» Goal of the exercise
Copy word for word, please, the lines of the entries below running from the one containing "M1291 0H1340L1346 30" to the one containing "M898 16V43H847V17Z", both ends included.

(Stored data entries)
* * * * * * *
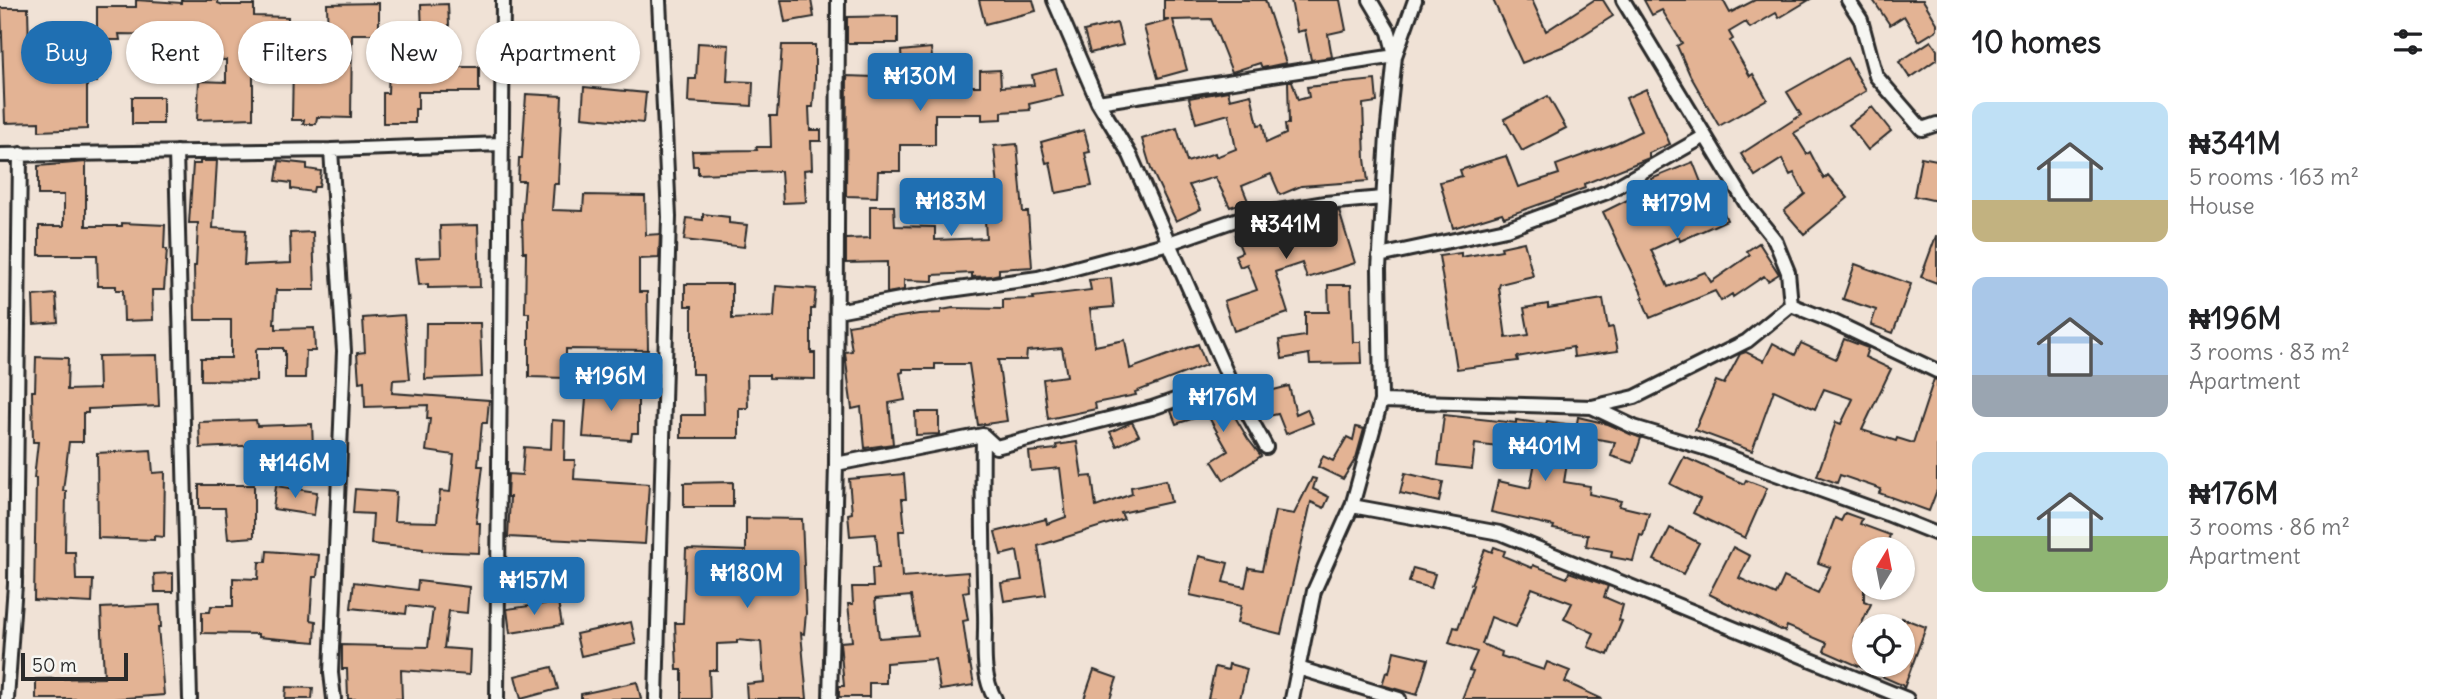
<!DOCTYPE html>
<html lang="en">
<head>
<meta charset="utf-8">
<style>
	body { margin:0; font-family:Delius,sans-serif; background:#f2f2f2; color:#202124; height:100vh; display:flex; flex-direction:column; font-size:26px; white-space:nowrap }
	* { box-sizing:border-box; margin:0 }
	p { font-size:23px; color:#757577 }
	.icon { flex:none; width:38px; height:38px; fill:none; stroke:currentColor; stroke-width:2; stroke-linecap:round; stroke-linejoin:round }
	.map { position:relative; flex:1; overflow:hidden }
	.details { display:flex; flex-direction:column; background:#fff; width:525px }
	.details>* { flex:none }
	.banner { position:absolute; left:21px; top:21px; width:665px; height:63px; display:flex; gap:14px }
	.needle { width:46px; rotate:10deg }
	.tools { position:absolute; left:1852px; top:537px; display:grid; gap:14px }
	.tools a { display:grid; place-items:center; width:63px; height:63px; border-radius:50%; background:#fff; box-shadow:0 2px 5px #0004; font-size:35px }
	.scale { position:absolute; left:21px; bottom:18px; width:107px; box-sizing:border-box; padding-left:7px; border:4px solid #2b2b2b; border-top:0; font-size:19px; line-height:24px; white-space:nowrap; color:#2b2b2b; -webkit-text-stroke:5px #f6f6f2; paint-order:stroke }
	.price { position:absolute; translate:-50% -60px; padding:0 16px; border-radius:7px; background:#1f6fb2; color:#fff; font-size:23px; line-height:46px; filter:drop-shadow(0 2px 4px #0008) }
	.price::after { content:''; position:absolute; left:50%; top:42px; width:21px; height:16px; margin-left:-10px; background:inherit; clip-path:polygon(0 0,100% 0,50% 100%) }
	.price.on { background:#222; color:#fff }
	ul { padding:0; list-style:none }
	li { display:flex; align-items:center; gap:21px; height:175px; padding:0 35px }
	li span { display:grid; place-items:center; flex:none; width:196px; height:140px; border-radius:14px; color:#555 }
	li>.icon { margin-inline-start:auto }
	span .icon { width:84px; height:84px; fill:#fffc; stroke-width:1 }
	li b { font-size:30px }
	h2 { display:flex; justify-content:space-between; align-items:center; height:84px; padding:0 35px; font-size:30px }
	.tag { padding:0 24px; border-radius:32px; background:#fff; box-shadow:0 2px 5px #0004; font-size:24px; line-height:63px }
	.tag.on { background:#1f6fb2; color:#fff }
	main { display:flex; flex:1; min-height:0 }
	.map>svg:first-child { display:block }
	.building { fill:#e3b394; stroke:#2b2b2b; stroke-width:2; fill-rule:evenodd }
	.lines { fill:none; stroke-linecap:round; stroke-linejoin:round }
	.street-casing { stroke:#2b2b2b; stroke-width:18 }
	.street { stroke:#f6f6f2; stroke-width:12 }
</style>
</head>
<body>
<main>
<div class="map">
<svg width="1937" height="699" viewBox="0 0 1937 699">
	<rect width="100%" height="100%" fill="#f0e2d6"/>
	<filter id="ink" filterUnits="userSpaceOnUse"><feTurbulence type="fractalNoise" baseFrequency=".0143" numOctaves="2"/><feDisplacementMap in="SourceGraphic" scale="14" xChannelSelector="R" yChannelSelector="G"/><feConvolveMatrix kernelMatrix="1 2 1 2 8 2 1 2 1" color-interpolation-filters="sRGB"/></filter>
	<g filter="url(#ink)">
		<path class="building" d="M136 0 181 3V0H218V3L223 5H254V16L288 17 287 41H328L327 4 379 3V34H352L351 118 317 117 316 124H303L304 120H292L293 63 253 62V118L197 120 199 81 226 82V60L167 57V35L119 34 120 40H97V7H136Z
			M781 0H811L814 17 785 22Z
			M979 0H1033L1036 11 985 24Z
			M1164 0H1265L1286 63 1262 68 1260 63 1232 72 1211 19 1173 20 1187 70 1158 78 1144 27 1170 20H1164Z
			M1291 0H1340L1346 30 1328 34 1332 57 1311 60 1305 30 1297 32Z
			M1493 0H1532L1546 31 1594 0H1603L1613 16 1567 45 1522 63Z
			M1644 0H1723L1730 13 1755 0H1809L1779 18 1776 13 1750 28 1746 22 1729 32 1733 39 1730 41 1739 57 1750 76 1753 74 1767 99 1719 126 1690 75 1677 46 1682 43 1662 10 1652 15Z
			M1873 0H1923L1937 23V30L1919 41 1904 16 1890 25Z
			M448 4 451 67H479V92H418V109H415V123H383V93H388L389 67 423 66 421 5Z
			M1 8H28L29 48 80 49V41H95L97 82H87V129L39 131V122L5 123Z
			M898 16V43H847V17Z
			M1117 23 1123 45 1090 53 1084 31Z
			M525 29 578 30 577 57 524 56Z
			M1931 41 1937 50V59L1910 78 1899 62Z
			M698 43 729 45 727 81 753 82 752 106 688 102 689 79H696Z
			M782 45H815V79L813 107H809L810 130H821V141H811L812 169 804 170 806 202 783 203 781 171 698 174V166H693L692 151 757 150 756 147H771L770 116H777Z
			M931 48 935 86H980V71L1000 70 1001 87 1034 85 1032 75 1056 69 1063 96 1029 104 1030 110 1002 112V119L982 120V114H935V145H900V171H878L877 197 846 196 847 76 903 78 901 51Z
			M1847 58 1866 91 1794 133 1807 154 1810 152 1824 179 1828 175 1848 198 1804 234 1784 211 1805 194 1794 173 1790 175 1782 159 1755 176 1741 154 1801 115 1787 92Z
			M1375 80 1377 102 1363 104 1365 159 1368 181 1301 186 1280 195 1271 174 1242 186 1248 201 1230 207 1215 177 1189 185 1201 209 1176 221 1151 169 1142 139 1177 128 1187 162 1215 153 1216 157 1236 149 1229 114 1196 123 1189 98 1228 91 1230 99 1251 94 1258 125 1263 124 1266 143 1286 134 1285 124H1289L1288 81H1292L1298 100 1309 97 1307 87Z
			M584 87 646 93 643 123 582 117Z
			M1646 89 1670 144 1649 153V158L1584 184 1585 188 1504 217 1502 213 1453 228 1440 182 1462 176 1460 170 1506 156 1518 187 1559 174 1556 165 1616 143 1641 131 1626 98Z
			M526 94 562 96 558 184H554L552 210 583 211 584 195 645 196 646 235 660 234 659 258 639 259V292H647L648 350 566 349V378L529 377V313H525L526 252H523L522 217 525 181H518L519 158H522Z
			M1548 96 1566 128 1522 151 1504 119Z
			M132 97H163V124H132Z
			M1872 107 1891 131 1868 150 1849 125Z
			M1084 130 1090 152 1085 153 1092 186 1056 193 1050 162 1046 163 1041 142Z
			M1017 144 1023 212H1028L1032 267 999 269V274L991 276 972 277V273L933 275V281L904 280V290L887 293V262L846 263V239L870 238V206H894L895 226 935 227V240L986 238 985 220 1001 219 994 146Z
			M1921 157 1937 160V201L1914 196Z
			M200 161H217L213 228 246 230 244 265 291 263 290 233 313 232 315 290H276L274 324H276V329L314 328 315 351H306L305 378H285V351H283V348H258L256 350V381L201 380V358H231V320H195L194 266H196L198 223H189L193 164H200Z
			M279 161 307 164V169L321 171 319 187H314L313 192 291 189V183L276 181Z
			M86 162V226H122V223L165 225 164 249H167L164 290H152L153 320 124 321 123 290H116V286H98L97 255H39V226H64V195H38V166Z
			M1693 162 1708 200 1717 197 1727 220 1680 241 1679 237 1651 250 1668 287 1705 272 1711 282 1750 255 1747 251 1759 243 1779 274 1768 281 1764 276 1733 297 1732 294 1721 301 1715 291 1650 318 1642 299 1644 298 1603 212 1654 187 1651 179Z
			M1339 211 1355 263 1307 278 1302 263 1275 272 1288 313 1234 331 1224 301 1257 290 1247 264 1240 267 1235 255 1242 252 1235 235 1284 219 1285 221 1302 216Z
			M703 214 729 217V223L747 225 744 247 684 240 687 218 703 220Z
			M478 225 480 287 428 288V284L419 285 416 258 441 257 440 226Z
			M1936 236H1937V283L1921 277Z
			M1524 242 1533 276 1500 284 1499 287 1506 338 1529 335 1524 308 1548 304V308L1603 299 1608 328 1613 327 1618 351 1574 357 1573 347 1517 357 1518 361 1457 369 1439 256 1461 253V257L1502 250 1501 247Z
			M1855 264 1911 284 1893 333 1871 325 1876 310 1843 299Z
			M1111 278 1114 307 1090 309 1095 346 1125 340 1130 369 1198 344 1206 365 1135 392 1136 395 1095 403 1096 409 1048 419 1043 379 1067 376 1062 348 1027 351 1026 360H998L1007 421 978 425 969 364H935V369H903V372L900 373 905 400 889 403 893 444 865 448 861 407 852 409 849 387 845 352 852 351 848 325 919 314 941 313V310L953 308 1003 309V300L1034 299 1033 297 1091 290 1089 280Z
			M685 284H732V319L774 317 776 286 816 289 814 309H811V353H815V379L769 378V375H747L748 408H739V438H681V415H704L703 374H692V306H685Z
			M1328 285H1351L1353 342H1361L1362 363 1310 364 1309 354 1282 359 1279 340 1305 336V312H1329Z
			M56 294 58 322 34 324 33 296Z
			M404 315 410 379 393 380 392 393 489 400 487 423H482L478 466H483L476 523H480L479 553 423 551V549L371 544 373 514 353 513 355 489 396 492 394 521 437 522 440 491 450 492 454 455 426 451 430 419H427L428 405 365 407 364 381 359 382 357 353 365 352 363 318Z
			M426 323H480L482 377 425 379Z
			M1844 339 1868 348 1865 357 1891 369 1862 430 1896 441 1897 438 1913 443 1934 379 1937 380V490L1929 511 1879 493 1881 489 1840 475 1837 483 1817 476 1836 422 1841 424 1853 399 1824 389 1815 409 1774 390 1752 451 1695 430 1716 381 1724 384 1740 354 1746 352 1764 361 1773 343 1795 355 1801 343 1836 359Z
			M157 355 159 406 88 409V413H83V442H69L63 491H66L65 552H75L76 580H93L92 603 34 600 36 478H34L38 442H33L32 391H35L36 357 68 358 67 390 99 389 98 356Z
			M587 385 638 389V433H632L631 440 583 437Z
			M1289 386 1296 414 1307 409 1313 423 1286 434 1278 414 1264 417 1258 394Z
			M1221 393 1248 439 1261 456 1224 480 1212 461 1228 451 1207 414 1176 424 1171 411 1189 404 1191 410Z
			M915 412H939V434L916 435Z
			M1444 415 1516 423V420L1546 424 1547 421 1573 425 1564 482 1590 486 1589 494 1621 501 1619 506 1649 513 1643 536 1640 535 1633 561 1611 557 1612 551 1586 546 1588 535 1553 529 1554 526 1491 512 1498 481 1530 488 1537 452 1475 444 1472 469 1438 465Z
			M1578 417 1608 424 1641 438 1633 463 1611 456 1615 442 1575 435Z
			M256 420 257 426 312 424 313 447 265 448V445L200 448 199 422Z
			M552 420 565 421 564 460H575L574 479 649 484 645 544 508 537 510 497H507L508 474 522 475 524 447 551 449Z
			M1132 422 1139 435 1117 446 1110 432Z
			M1356 427 1364 429 1356 458 1343 479 1318 467 1323 456 1333 461 1347 437 1353 440Z
			M1077 442 1082 477 1092 476 1096 507 1132 494 1131 487 1166 480 1171 502 1121 513 1124 519 1038 546 1046 595 1004 601 1001 583 1022 580 1017 551 1001 555 995 532 1046 519 1047 524 1066 517 1060 468 1031 471 1029 452 1057 449 1056 445Z
			M151 450 153 473 165 472 164 537 154 536V540L98 538 97 453Z
			M1684 457 1744 484 1746 480 1767 488 1745 538 1693 513 1700 499 1670 484Z
			M1405 473 1443 482 1439 502 1400 493Z
			M904 474 906 499H902L905 531H899L902 577 968 572 969 591 963 592 968 620 963 621 969 664 970 663 974 685 940 690 935 659 886 663V683H869V697H839V686H844L840 642 852 641 848 604H853L852 587H873L872 568H879L876 534 850 536 848 514 852 513 849 479ZM911 596 918 635 879 638 875 599Z
			M1312 478 1316 479 1313 489 1329 497 1324 508 1311 502 1281 634 1237 623 1241 606 1190 595 1199 556 1228 563 1223 582 1245 587 1249 568 1262 570 1275 511 1294 514Z
			M733 482V507H684V483Z
			M199 485H254V537L228 539 225 508H199Z
			M276 486 317 492 314 515 273 509Z
			M1845 513 1862 519 1860 524 1890 535 1885 550H1864V601L1871 604 1855 638 1864 641V665H1902V618L1926 627 1904 688 1902 685 1824 651 1827 643 1787 626 1785 632 1709 594 1733 547 1750 556 1739 578 1776 595 1784 577 1818 593 1830 567 1818 563 1835 518 1841 521Z
			M746 518 802 519 806 613 804 634 801 633 807 699H747L746 684 764 682 761 642 737 640V643L717 644V670H709L710 699H682V670H677L675 623H683L686 549 746 551Z
			M1670 528 1699 543 1683 574 1654 560Z
			M1494 547 1505 551 1503 556 1532 568 1533 565 1567 578 1569 572 1608 586 1604 597 1623 605 1619 620 1622 621 1608 655 1588 647 1594 633 1564 619 1572 603 1532 588 1516 627 1491 617 1482 644 1502 652 1501 656 1544 670 1547 662 1570 671 1565 682 1602 699H1462L1473 671 1469 670 1477 652 1449 643 1454 627 1458 628 1473 585 1471 584 1485 549 1492 552Z
			M267 551 319 555 317 577H313L310 620 316 621 315 642 258 637V634L202 633V612H210L211 606H233V578L258 579 259 562H266Z
			M1413 568 1435 574 1431 588 1409 582Z
			M173 573V592H155L154 574Z
			M418 581 469 587 467 613 449 611 444 648 470 650 469 675 401 670 402 699H348L347 669H342V645L428 647 433 609 407 606 406 614 351 608 354 582 417 590Z
			M558 602 562 625 510 633 507 609Z
			M160 605 161 627H158L164 695 113 699H36V679L104 678 101 608Z
			M631 622 636 644 581 656 576 634Z
			M1394 651 1428 659 1417 695 1382 685 1386 672 1389 673Z
			M1229 664 1247 669 1240 699H1208L1215 667 1228 670Z
			M552 667 558 689 521 699 515 676Z
			M1094 670 1117 678 1110 699H1084Z
			M637 682 641 699H581V694Z
			M286 687 313 688 312 699H285Z"/>
		<g class="lines">
			<defs>
				<path id="street" d="M1054 0 1098 102 1130 155 1230 381 1266 447
					M1623 0 1747 205 1775 240 1788 272 1791 305 1834 322 1937 371
					M1848 0 1861 20 1876 76 1922 129 1937 124
					M1098 102 1395 56 1389 32 1370 0
					M331 150 344 351 331 673 334 699
					M176 152 190 699
					M0 155 331 150 501 144
					M1379 256 1506 229 1607 192 1705 136
					M837 311 943 291 1038 278 1169 243 1247 216 1325 203 1383 198
					M1381 401 1592 407 1635 397 1747 341 1791 305
					M1592 407 1634 427 1707 449 1887 514 1937 534
					M983 435C982 495 983 554 985 614 986 644 980 672 995 699
					M836 464 983 435 996 447 1152 408 1230 381
					M1352 506 1500 533 1907 699
					M1298 668 1399 699
					M7 699 15 584 20 154
					M497 699 503 0
					M656 699 669 217 659 0
					M830 699 836 464 838 0
					M1292 699 1314 591 1352 506 1381 401 1379 269 1387 135 1395 56 1415 0"/>
			</defs>
			<use href="#street" class="street-casing"/>
			<use href="#street" class="street"/>
		</g>
	</g>
</svg>
<div class="tools">
<a><svg class="needle" viewBox="-14 -14 28 28"><path d="M0-13l5 13h-10z" fill="#e53935"/><path d="M0 13l5-13h-10z" fill="#757577"/></svg></a>
<a><svg class="icon" aria-label="locate" viewBox="0 0 24 24"><circle cx="12" cy="12" r="6"/><path d="M12 2v4M12 18v4M2 12h4M18 12h4"/></svg></a>
</div>
<div class="scale">50 m</div>
<b class="price" style="left:920px;top:113px">₦130M</b>
<b class="price" style="left:951px;top:238px">₦183M</b>
<b class="price" style="left:1677px;top:240px">₦179M</b>
<b class="price on" style="left:1286px;top:261px">₦341M</b>
<b class="price" style="left:611px;top:413px">₦196M</b>
<b class="price" style="left:1223px;top:434px">₦176M</b>
<b class="price" style="left:1545px;top:483px">₦401M</b>
<b class="price" style="left:295px;top:500px">₦146M</b>
<b class="price" style="left:747px;top:610px">₦180M</b>
<b class="price" style="left:534px;top:617px">₦157M</b>
<div class="banner">
<a class="tag on">Buy</a>
<a class="tag">Rent</a>
<a class="tag">Filters</a>
<a class="tag">New</a>
<a class="tag">Apartment</a>
</div>
</div>
<section class="details">
<h2>10 homes<svg class="icon" aria-label="filters" viewBox="0 0 24 24"><path d="M4 7h16M4 17h16"/><circle cx="9" cy="7" r="2"/><circle cx="15" cy="17" r="2"/></svg></h2>
<ul>
<li><span style="background:linear-gradient(#bfe0f5 70%,#c2b280 0)"><svg class="icon" aria-label="home" viewBox="0 0 24 24"><path d="M3 11l9-7 9 7M6 9v11h12V9"/></svg></span><div><b>₦341M</b><p>5 rooms · 163 m²</p><p>House</p></div></li>
<li><span style="background:linear-gradient(#a9c7e8 70%,#9aa5b1 0)"><svg class="icon" aria-label="home" viewBox="0 0 24 24"><path d="M3 11l9-7 9 7M6 9v11h12V9"/></svg></span><div><b>₦196M</b><p>3 rooms · 83 m²</p><p>Apartment</p></div></li>
<li><span style="background:linear-gradient(#bfe0f5 60%,#8fb573 0)"><svg class="icon" aria-label="home" viewBox="0 0 24 24"><path d="M3 11l9-7 9 7M6 9v11h12V9"/></svg></span><div><b>₦176M</b><p>3 rooms · 86 m²</p><p>Apartment</p></div></li>
</ul>
</section>
</main>
</body>
</html>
* * * * * * *
» Answer space
			M1291 0H1340L1346 30 1328 34 1332 57 1311 60 1305 30 1297 32Z
			M1493 0H1532L1546 31 1594 0H1603L1613 16 1567 45 1522 63Z
			M1644 0H1723L1730 13 1755 0H1809L1779 18 1776 13 1750 28 1746 22 1729 32 1733 39 1730 41 1739 57 1750 76 1753 74 1767 99 1719 126 1690 75 1677 46 1682 43 1662 10 1652 15Z
			M1873 0H1923L1937 23V30L1919 41 1904 16 1890 25Z
			M448 4 451 67H479V92H418V109H415V123H383V93H388L389 67 423 66 421 5Z
			M1 8H28L29 48 80 49V41H95L97 82H87V129L39 131V122L5 123Z
			M898 16V43H847V17Z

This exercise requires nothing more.